Last Weekend our dear friends invited us to visit them in their beautiful house upstate. From the moment we pulled into the drive way, they made us feel so happy and at home. Our kids have been friends along time, for the older ones since 6 or 7 months old, for the younger ones since birth, and I would say that they are like cousins except for one thing. Mira would like to marry Ben and open a restaurant with him where they trade off running the kitchen and the front of the house. Maybe it is best to say that our children have an ease that usually comes with best friends.
Next door to our friends lives a neighbor, a solitary woman with an extraordinary barn and animal friends that she was kind enough to share with us one morning.
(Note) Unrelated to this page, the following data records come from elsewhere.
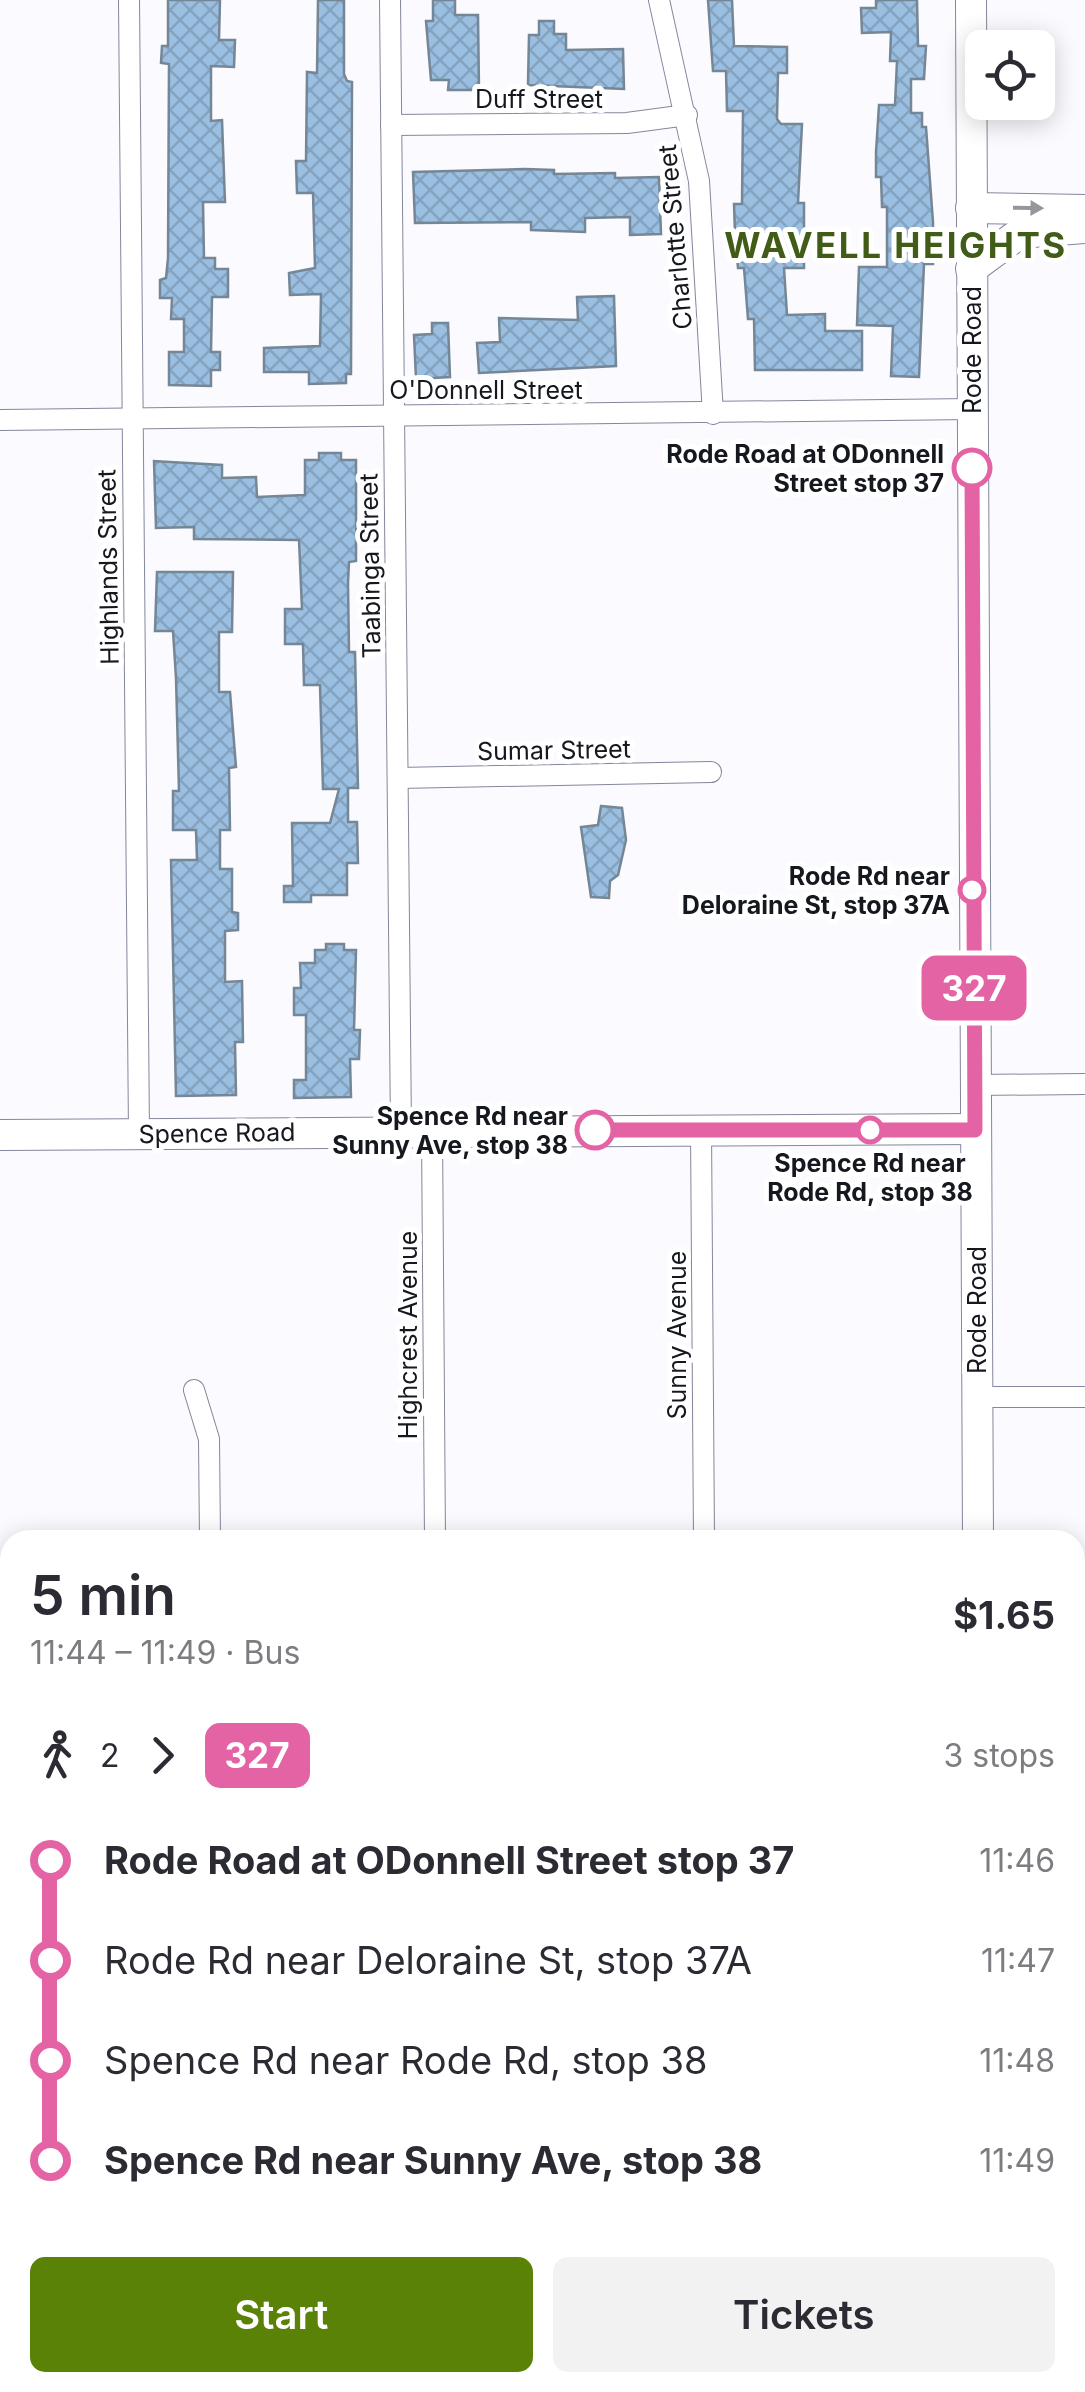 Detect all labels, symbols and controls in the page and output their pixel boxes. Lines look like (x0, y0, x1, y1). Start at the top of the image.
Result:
map controls (965, 30, 1055, 120)
button: locate (965, 30, 1055, 120)
street label: Duff Street (475, 84, 603, 114)
street label: Charlotte Street (652, 143, 698, 331)
one-way arrow (1013, 200, 1045, 216)
district label: WAVELL HEIGHTS (724, 224, 1068, 266)
street label: Rode Road (957, 286, 987, 414)
street label: O'Donnell Street (389, 375, 583, 405)
place label: Rode Road at ODonnell Street stop 37 (666, 439, 944, 498)
marker: Rode Road at ODonnell Street stop 37 (953, 449, 991, 487)
street label: Highlands Street (91, 469, 125, 665)
street label: Taabinga Street (353, 473, 387, 659)
street label: Sumar Street (477, 734, 631, 766)
place label: Rode Rd near Deloraine St, stop 37A (682, 861, 950, 920)
marker: Rode Rd near Deloraine St, stop 37A (959, 877, 985, 903)
line badge: 327 (916, 956, 1032, 1020)
text: 327 (942, 967, 1007, 1009)
place label: Spence Rd near Sunny Ave, stop 38 (332, 1101, 568, 1160)
marker: Spence Rd near Sunny Ave, stop 38 (576, 1111, 614, 1149)
street label: Spence Road (138, 1117, 296, 1149)
marker: Spence Rd near Rode Rd, stop 38 (857, 1117, 883, 1143)
place label: Spence Rd near Rode Rd, stop 38 (767, 1148, 973, 1207)
street label: Highcrest Avenue (393, 1231, 423, 1439)
street label: Rode Road (962, 1246, 992, 1374)
street label: Sunny Avenue (662, 1251, 692, 1419)
text: 5 min (30, 1562, 176, 1628)
text: $1.65 (953, 1592, 1055, 1638)
text: 11:44 – 11:49 · Bus (30, 1633, 300, 1672)
icon: walk (30, 1728, 85, 1783)
icon: forward (135, 1728, 190, 1783)
text: 327 (225, 1734, 290, 1776)
text: 2 (100, 1736, 120, 1775)
text: 3 stops (944, 1736, 1055, 1775)
text: Rode Road at ODonnell Street stop 37 (104, 1837, 794, 1883)
text: 11:46 (979, 1841, 1055, 1880)
text: Rode Rd near Deloraine St, stop 37A (104, 1937, 752, 1983)
text: 11:47 (981, 1941, 1055, 1980)
text: Spence Rd near Rode Rd, stop 38 (104, 2037, 707, 2083)
text: 11:48 (979, 2041, 1055, 2080)
text: Spence Rd near Sunny Ave, stop 38 (104, 2137, 762, 2183)
text: 11:49 (979, 2141, 1055, 2180)
button: Start (30, 2257, 533, 2372)
button: Tickets (553, 2257, 1055, 2372) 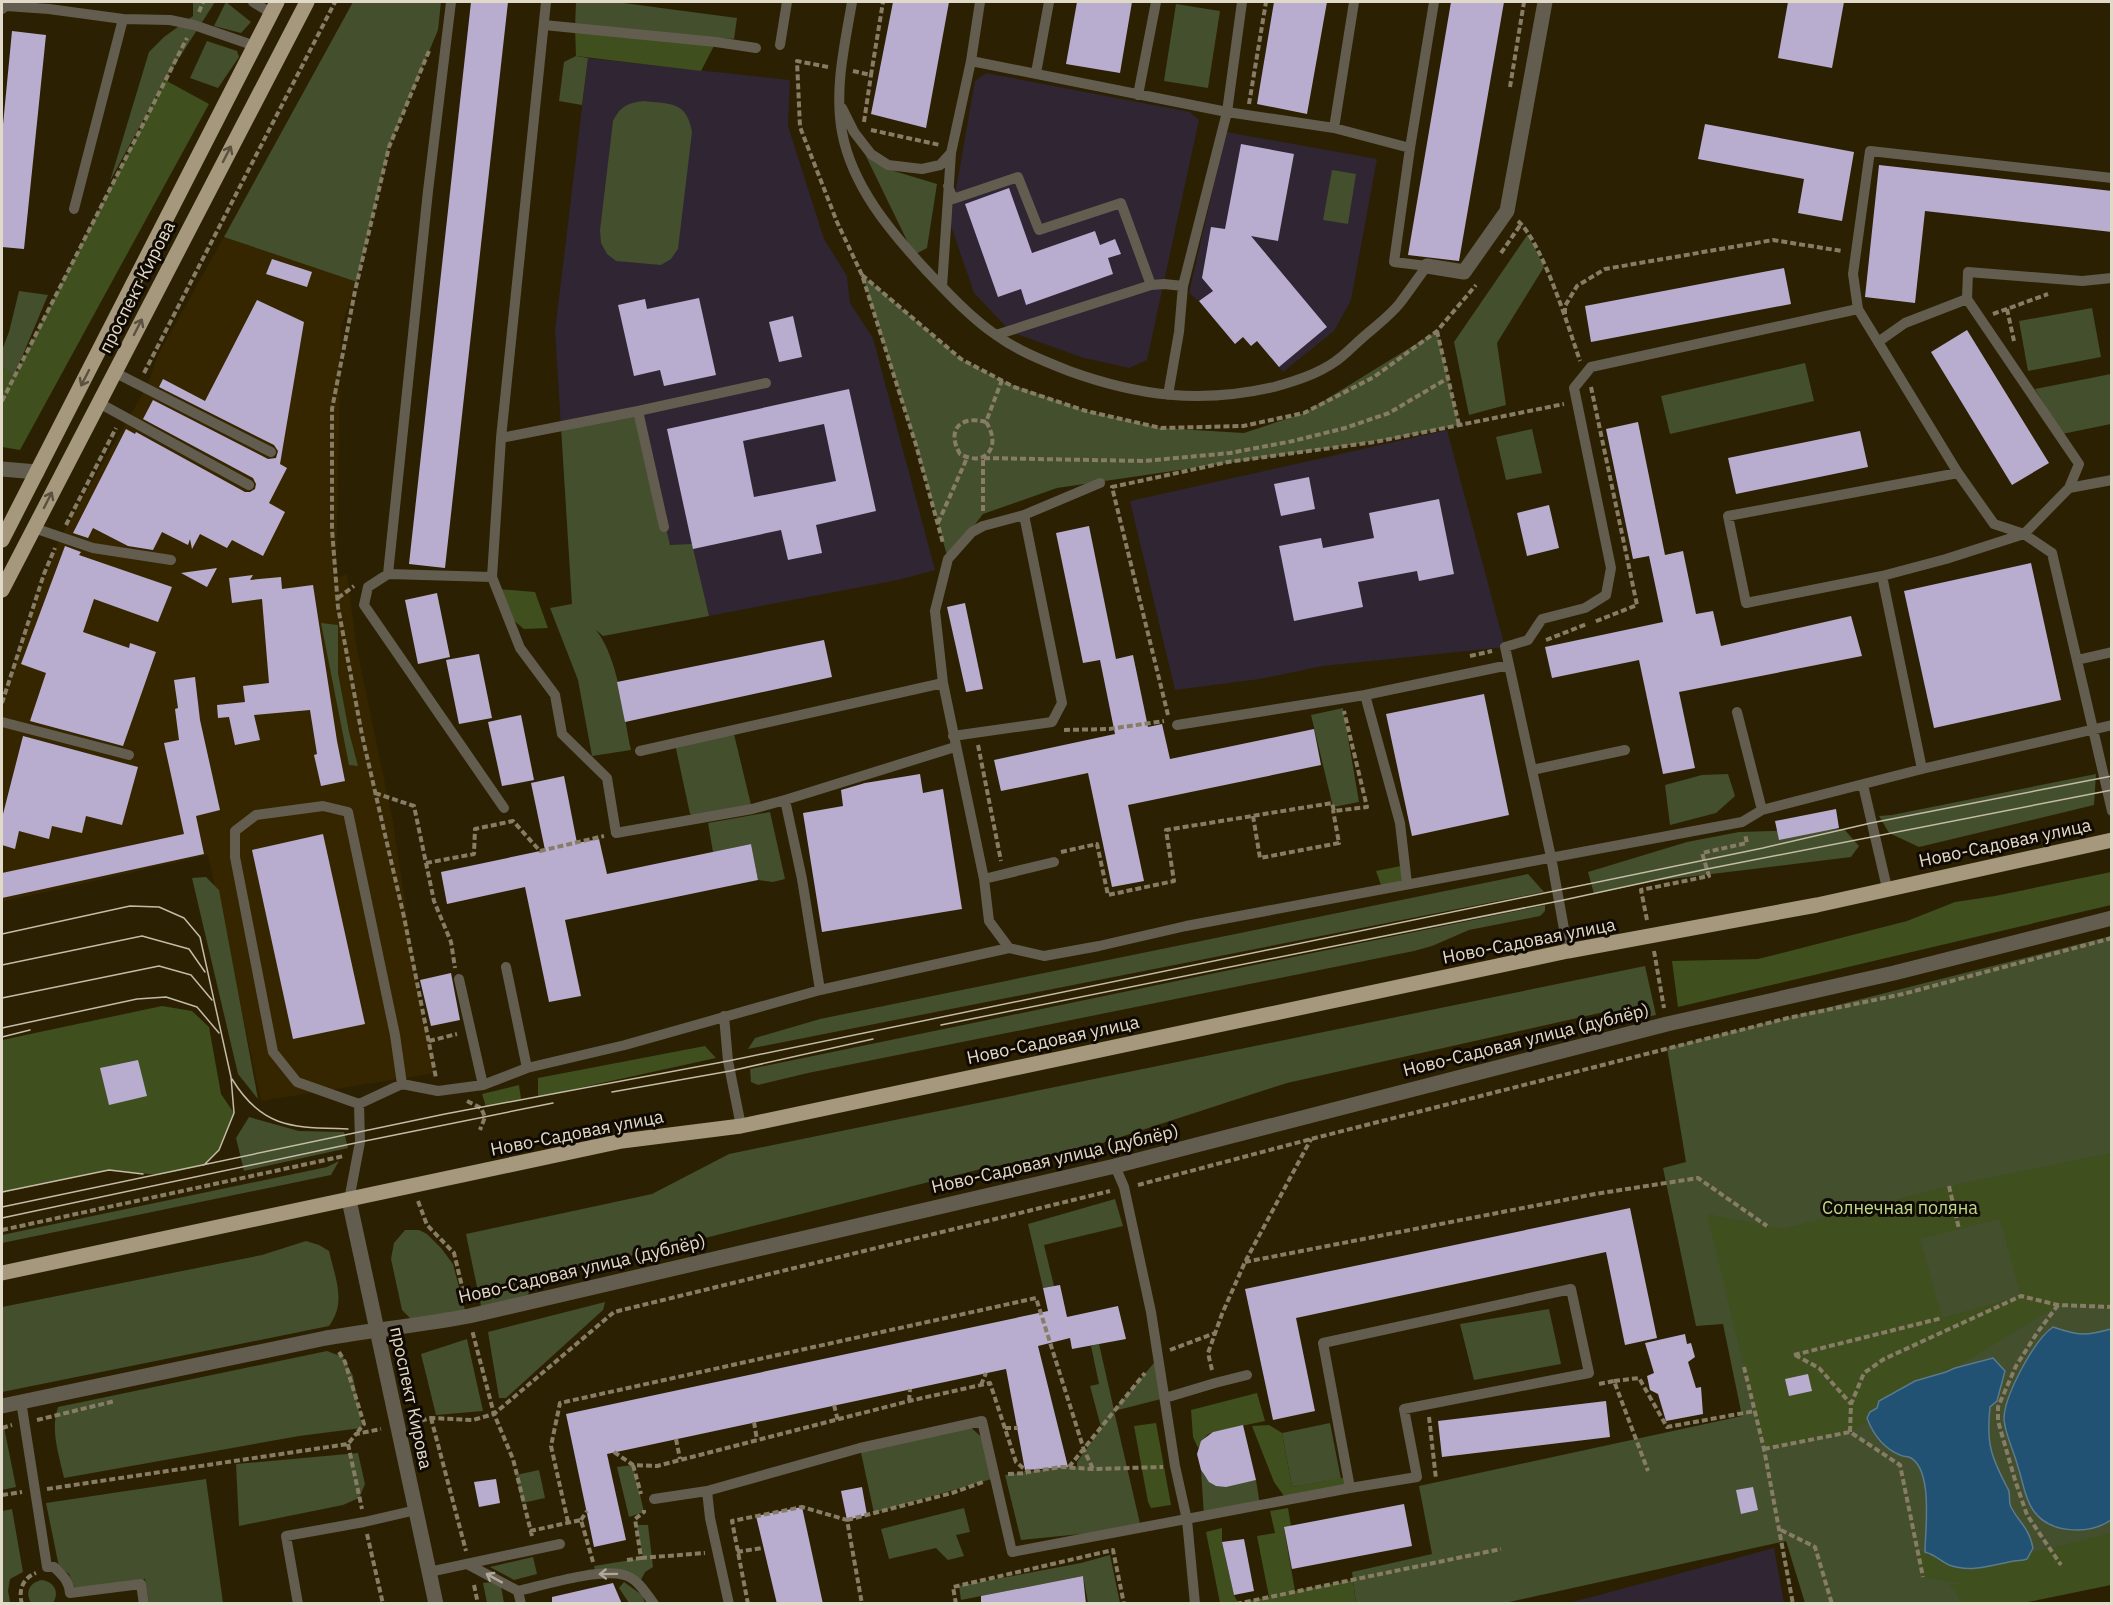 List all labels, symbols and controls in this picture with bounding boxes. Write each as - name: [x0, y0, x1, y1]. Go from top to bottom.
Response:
- one-way arrow: [222, 146, 234, 164]
- street label: проспект Кирова: [93, 217, 180, 357]
- one-way arrow: [132, 319, 144, 337]
- one-way arrow: [79, 369, 90, 387]
- one-way arrow: [43, 492, 54, 510]
- street label: Ново-Садовая улица: [1916, 813, 2094, 872]
- street label: Ново-Садовая улица: [1440, 912, 1618, 969]
- street label: Ново-Садовая улица (дублёр): [1400, 998, 1651, 1081]
- street label: Ново-Садовая улица: [964, 1010, 1142, 1069]
- street label: Ново-Садовая улица: [488, 1104, 666, 1161]
- street label: Ново-Садовая улица (дублёр): [929, 1119, 1181, 1198]
- park label: Солнечная поляна: [1822, 1196, 1978, 1219]
- street label: Ново-Садовая улица (дублёр): [456, 1229, 708, 1308]
- street label: проспект Кирова: [385, 1325, 438, 1472]
- one-way arrow: [598, 1569, 618, 1580]
- one-way arrow: [486, 1572, 503, 1584]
We tromped over to her place unannounced but with the promise of a horse who plays the piano and, especially wonderful for Liev, of a sweet, old dog. We were not at all disappointed. M. came out to greet us and had the horse play the piano right off. The kids, well some of them, fed the horses carrots, too, and Liev and the dog became fast friends. Genevieve got to touch her first caterpillar, whom she, of course, wanted to put in her mouth. It’s a good thing that the daddies kept a keen eye on her.
M. told us that one of the horses braided the other horse’s hair. She leaned into them and patted each one, so very much in love with her horses, so at ease in her life. She took Ben up the hill to the pumpkin patch to cut from the vine. M. described how she had planted the seeds of a white pumpkin hoping that she would have a whole family of white pumpkins this year. Each and every one grew orange-colored.
As we went back down the road, leaving the extraordinary dome-shaped barn behind, we left with four of the little pumpkins, bright orange and beautiful against the blue, blue sky.